Specializzandi. Anelli (Fnomceo) scrive a Manfredi: “Rischio di sprecare quasi 15.000 borse. Ci auguriamo rapida soluzione”

Specializzandi. Anelli (Fnomceo) scrive a Manfredi: “Rischio di sprecare quasi 15.000 borse. Ci auguriamo rapida soluzione”

Specializzandi. Anelli (Fnomceo) scrive a Manfredi: “Rischio di sprecare quasi 15.000 borse.

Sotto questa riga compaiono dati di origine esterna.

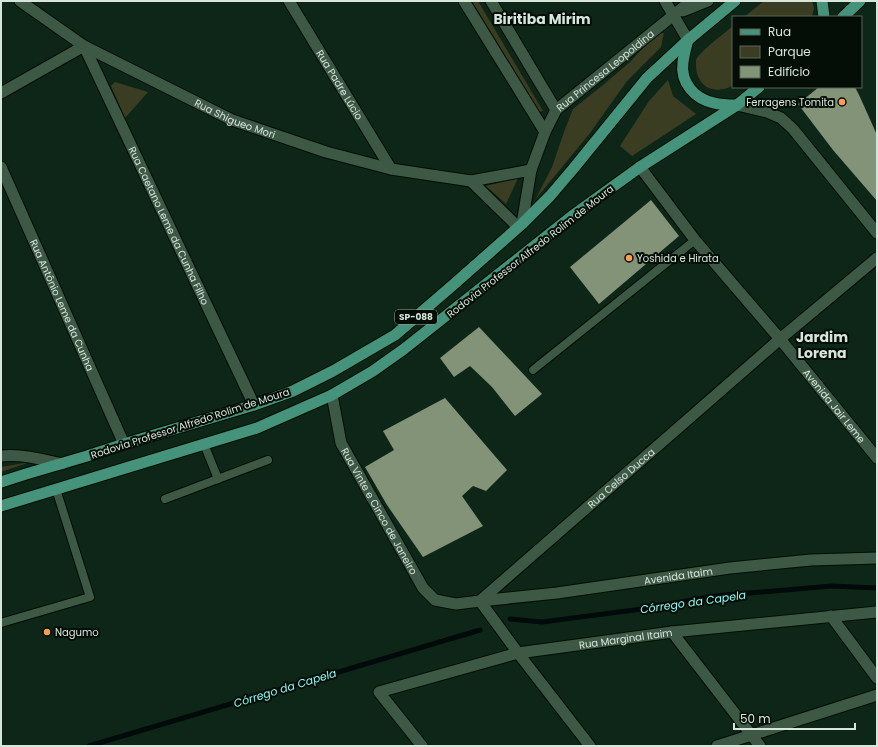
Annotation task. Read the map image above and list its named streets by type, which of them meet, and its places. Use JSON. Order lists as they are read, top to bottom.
{
  "streets": {
    "main road": ["Rodovia Professor Alfredo Rolim de Moura", "SP-088"],
    "street": [
      "Rua Princesa Leopoldina",
      "Rua Padre Lúcio",
      "Rua Shigueo Mori",
      "Rua Caetano Leme da Cunha Filho",
      "Rua Antônio Leme da Cunha",
      "Avenida Jair Leme",
      "Rua Celso Ducca",
      "Rua Vinte e Cinco de Janeiro",
      "Avenida Itaim",
      "Rua Marginal Itaim"
    ]
  },
  "crossings": [
    ["Rua Princesa Leopoldina", "Rua Shigueo Mori"],
    ["Rua Princesa Leopoldina", "Rodovia Professor Alfredo Rolim de Moura"],
    ["Rua Padre Lúcio", "Rua Shigueo Mori"],
    ["Rua Shigueo Mori", "Rua Caetano Leme da Cunha Filho"],
    ["Rua Caetano Leme da Cunha Filho", "Rodovia Professor Alfredo Rolim de Moura"],
    ["Rodovia Professor Alfredo Rolim de Moura", "Rua Antônio Leme da Cunha"],
    ["Rodovia Professor Alfredo Rolim de Moura", "Avenida Jair Leme"],
    ["Rodovia Professor Alfredo Rolim de Moura", "Rua Vinte e Cinco de Janeiro"],
    ["Avenida Jair Leme", "Rua Celso Ducca"],
    ["Rua Celso Ducca", "Rua Vinte e Cinco de Janeiro"],
    ["Rua Celso Ducca", "Avenida Itaim"],
    ["Rua Vinte e Cinco de Janeiro", "Avenida Itaim"]
  ],
  "districts": ["Biritiba Mirim", "Jardim Lorena"],
  "water": ["Córrego da Capela"],
  "places": ["Ferragens Tomita", "Yoshida e Hirata", "Nagumo"],
  "legend": ["Rua", "Parque", "Edifício"],
  "scale_bar": "50 m"
}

Ci auguriamo rapida soluzione”
"Il rischio grande, che la sanità italiana non può permettersi di correre, è che le 14.455 borse disponibili possano essere non assegnate entro l’anno, andando quindi sprecate”, così il presidente Filippo Anelli in una lettera indirizzata al ministro dell'Università e Ricerca. LA LETTERA

Lo aveva promesso, oggi lo ha fatto: il presidente della Fnomceo, la Federazione degli Ordini dei Medici, Filippo Anelli, ha scritto una lettera al ministro dell’Università, Gaetano Manfredi, per sollecitare il suo intervento. Obiettivo: una soluzione rapida e positiva della situazione kafkiana che sta tenendo in sospeso 24mila giovani vite. Quelle, cioè, dei candidati al Concorso per l’accesso alle scuole di specializzazione, oggetto di continui ritardi, a causa dei numerosi ricorsi.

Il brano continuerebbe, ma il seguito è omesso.